A commissioner always needs to be thinking ahead. The off season can be a very scary place, filled with high expectations and pressure from GMs to jump into the next season as soon as possible. I’ve seen more leagues shut down due to “pissing and moaning” from GMs during the off season that lead to a stressed out Commish pulling the plug than I care to recall. It’s during the playoffs and early off season that Fantasy Hockey Leagues go through hefty GM turnover, they get bored, depressed and agitated by being on the outside looking in. Think of it like this; if you didn’t make the playoffs, would you have a reason to check the website every day during the postseason? No. One of the smartest things a Commish can do is give his GMs something to do when they’re not busy, and generating hype for the Entry Draft is one of the best ways to keep ’em interested.

How?

This may only work in Retro leagues, but let your GMs scout, rank and rate their own prospects. I got into the habit of rating the Entry Draft class by the quarter mark of the season. If the league is playing through the 1992 season, there should be no surprises regarding the quality of the upcoming draft. At the halfway mark I’d release a series of lists of names divided into Skaters and Goaltenders, North American and European, rank them much in the same way the NHL Central Scouting does and release the list like this:

You’ll notice that the list won’t tell the GMs much. Player names, position, the ballpark estimate on a few key stats and estimated potential. (Note: I like to rank by potential and default EX and LD to 25 unless a player is a bit older. When I’m outlining the Rerate process you’ll see why.)

Around the trade deadline I’ll modify the list ever-so-slightly to reveal a few more stats, update the potentials and redo the rankings. From there I begin to encourage the GMs to send in their impressions of how the prospects are going to look once created. And let your GMs influence *how* these players turn out. If a GM rates a Power Forward differently than you do, take a reasonable average between the two. Never stray to far from your master list! Giving GMs a little bit of control over how players turn out from the draft will keep them interested. The more immersed and invested your GMs become, the less likely they are to leave during league downtime or treat their franchises like John Ferguson Jr would.

I also like to keep a cap on the highest any one stat can be rated for a prospect, usually it’s 70 and you’ll see why when we get to the Rerating Potential portion of this series.

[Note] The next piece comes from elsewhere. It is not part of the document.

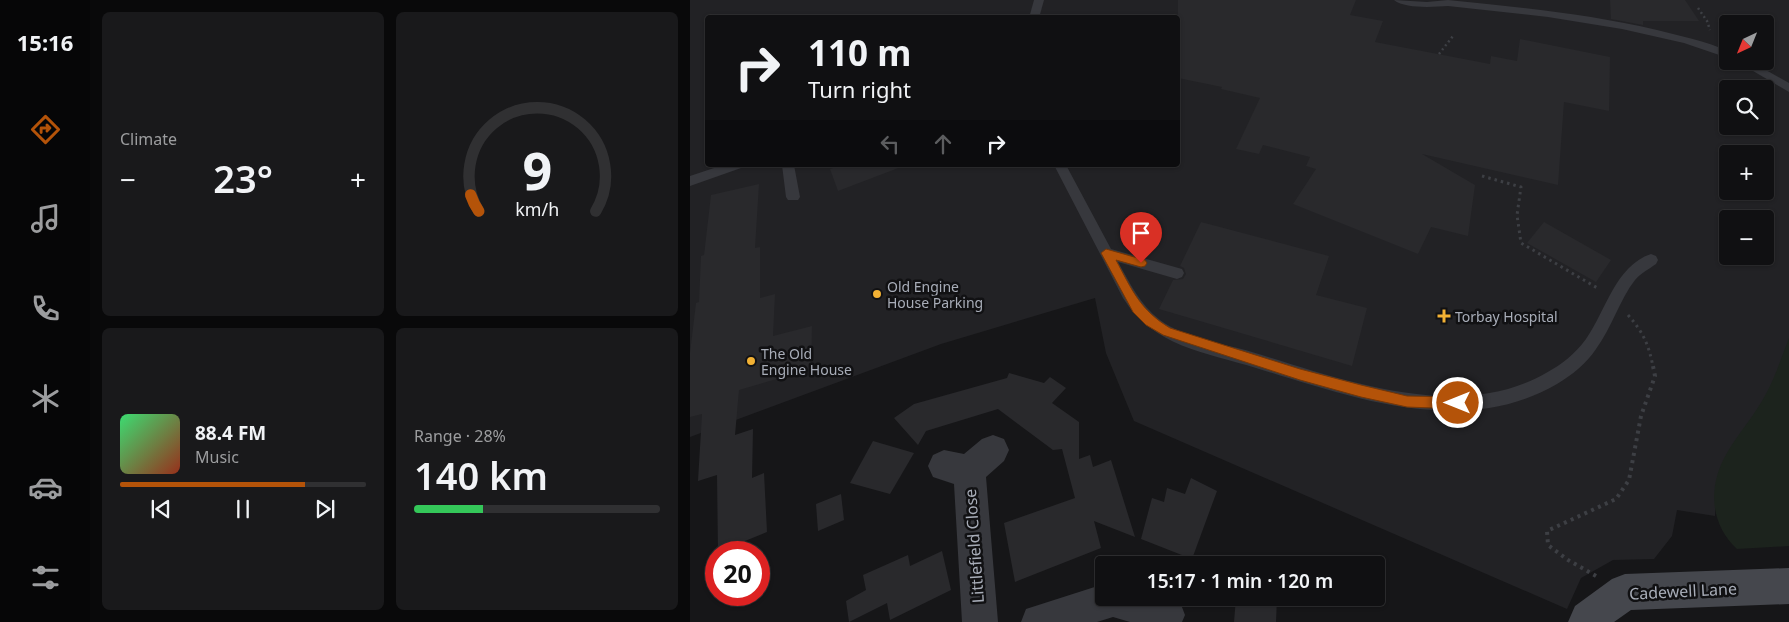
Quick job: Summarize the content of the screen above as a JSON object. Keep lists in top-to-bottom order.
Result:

Why GMs would want to do this:

Activity bonuses. Activity Points are good for bonus GM Rerate Points, Cash and Reputation. Activity Points, GM Rerate Points and Reputation may be foreign concepts right now; I’ll cover them in a later post about rewarding GMs. If you give GMs a clear benefit for submitting lists the more likely they are to do so.

How to encourage late round gems:

I like to think that under different circumstances players like Alexandre Daigle and Jason Bonsignore would have turned out differently, and in a fantasy hockey league why not give them the opportunity at an NHL career? To prime this in an STHS league I tend to inflate the potential (PO) of a player who was highly regarded but didn’t pan out and keep his core stats at a minimum. The way the Rerate System works (outlined later) the rewards for a high potential will boost his stats over time and if the player performs (likely on the farm club) the performance bonuses will rate the player well enough to let him climb the depth chart.

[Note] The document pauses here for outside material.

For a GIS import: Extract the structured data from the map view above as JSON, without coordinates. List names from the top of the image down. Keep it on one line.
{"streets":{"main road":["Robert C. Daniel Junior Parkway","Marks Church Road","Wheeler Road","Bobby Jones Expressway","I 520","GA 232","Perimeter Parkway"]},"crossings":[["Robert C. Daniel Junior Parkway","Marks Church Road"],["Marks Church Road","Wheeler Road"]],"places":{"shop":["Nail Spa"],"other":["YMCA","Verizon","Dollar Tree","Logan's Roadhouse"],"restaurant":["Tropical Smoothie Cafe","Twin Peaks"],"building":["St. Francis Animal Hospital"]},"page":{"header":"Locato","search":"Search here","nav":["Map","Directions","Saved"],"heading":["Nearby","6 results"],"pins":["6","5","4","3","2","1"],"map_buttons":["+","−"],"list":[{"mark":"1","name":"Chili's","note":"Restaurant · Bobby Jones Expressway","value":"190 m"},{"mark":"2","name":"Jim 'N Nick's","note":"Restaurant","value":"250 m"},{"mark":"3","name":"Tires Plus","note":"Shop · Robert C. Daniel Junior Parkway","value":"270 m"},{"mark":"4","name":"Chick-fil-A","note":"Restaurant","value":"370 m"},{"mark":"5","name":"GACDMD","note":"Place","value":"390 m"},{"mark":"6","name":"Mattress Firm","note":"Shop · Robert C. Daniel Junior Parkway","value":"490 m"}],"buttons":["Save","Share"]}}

It’s a longer road, but the potential for payoff is there. This is also why it’s good to encourage a full farm system. The cycle of players can be portrayed realistically and it gives depth and support to the professional club. Veterans who are too low on the depth chart to be regulars on the Pro club can also serve the auxiliary purpose of mentoring youth on the Farm.

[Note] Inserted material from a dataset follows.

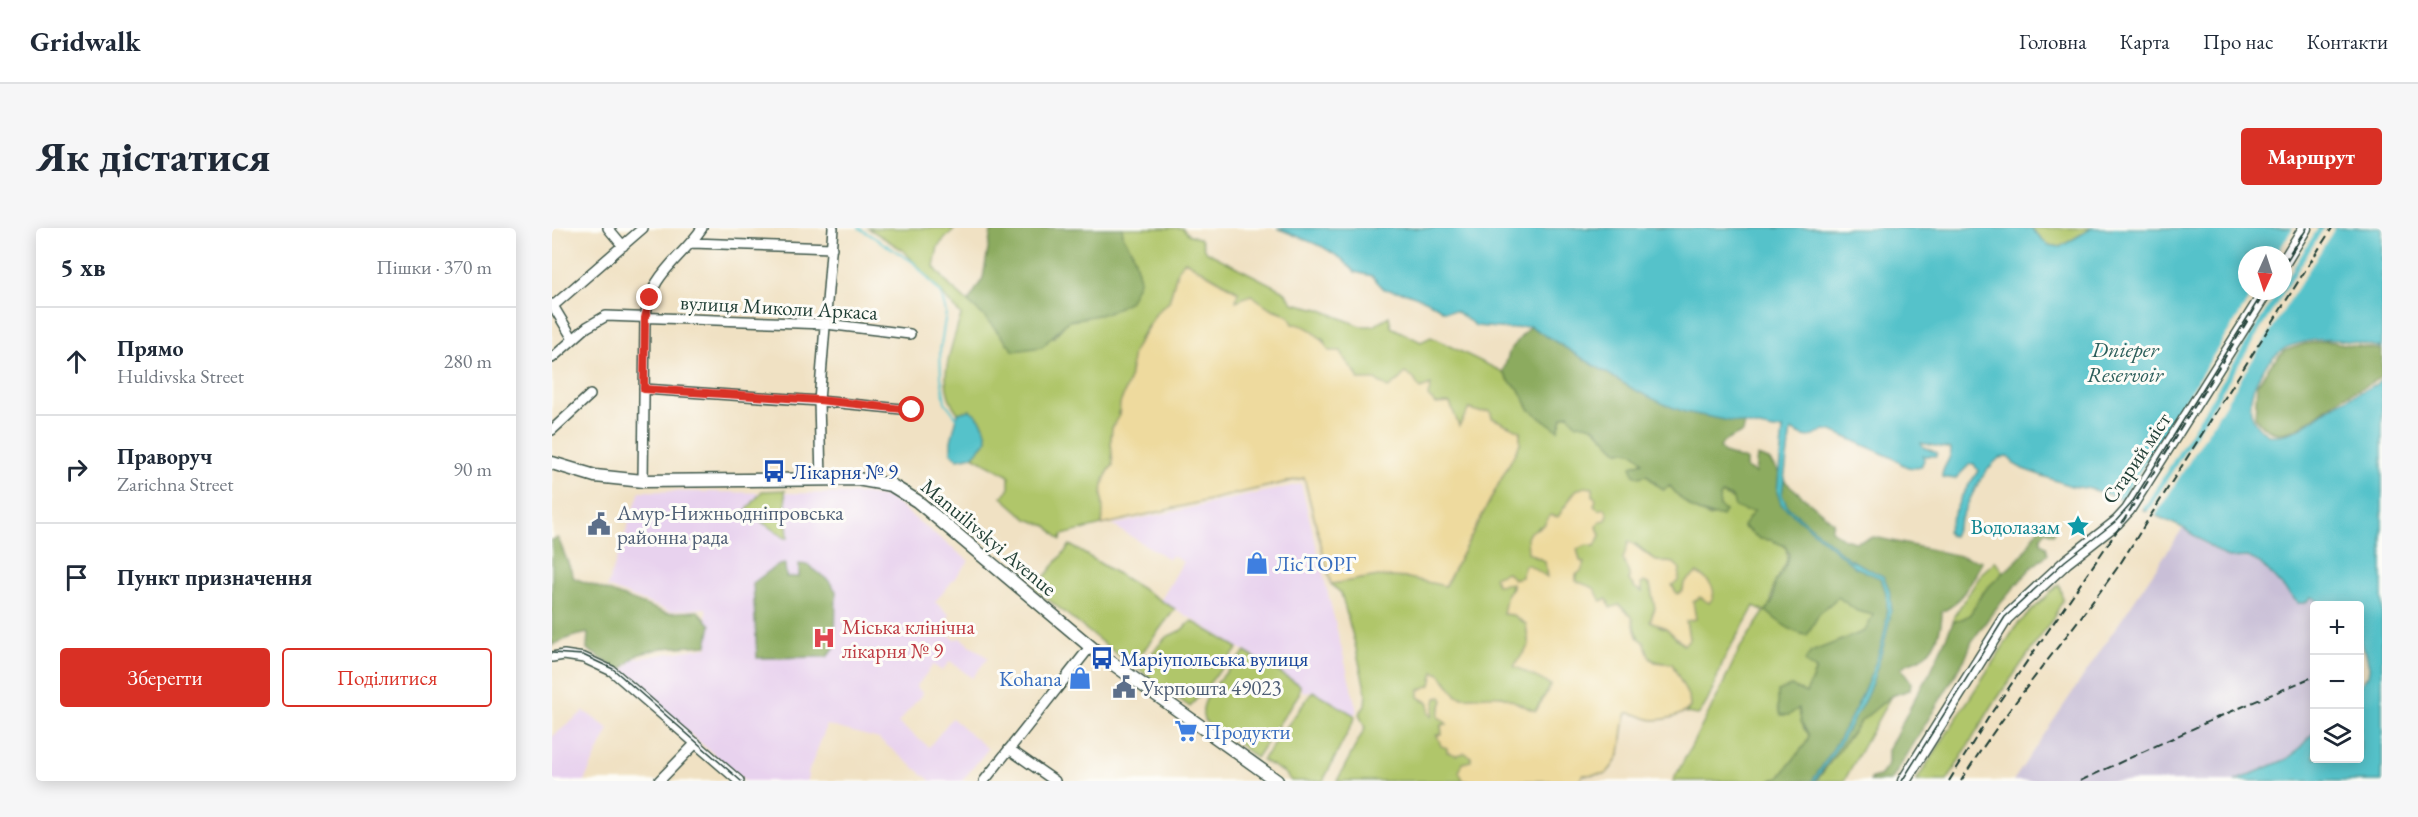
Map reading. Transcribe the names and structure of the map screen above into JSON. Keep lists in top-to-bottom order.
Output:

In practice the concept works a little backwards to how it actually happens in the NHL; smart GMs will know that you can build a solid franchise from a healthy mix of blue-chip prospects and late bloomers. It can also keep GMs interested during the later draft rounds.

A lot like…

“Off The Board” draft picks:

These irritate the fuck out of me. Most GMs will protest if you choose to get rid of them and keeping them in the league is another way to encourage activity, but be warned, they create horrible imbalance when GMs exploit the system – and it’s easy to exploit.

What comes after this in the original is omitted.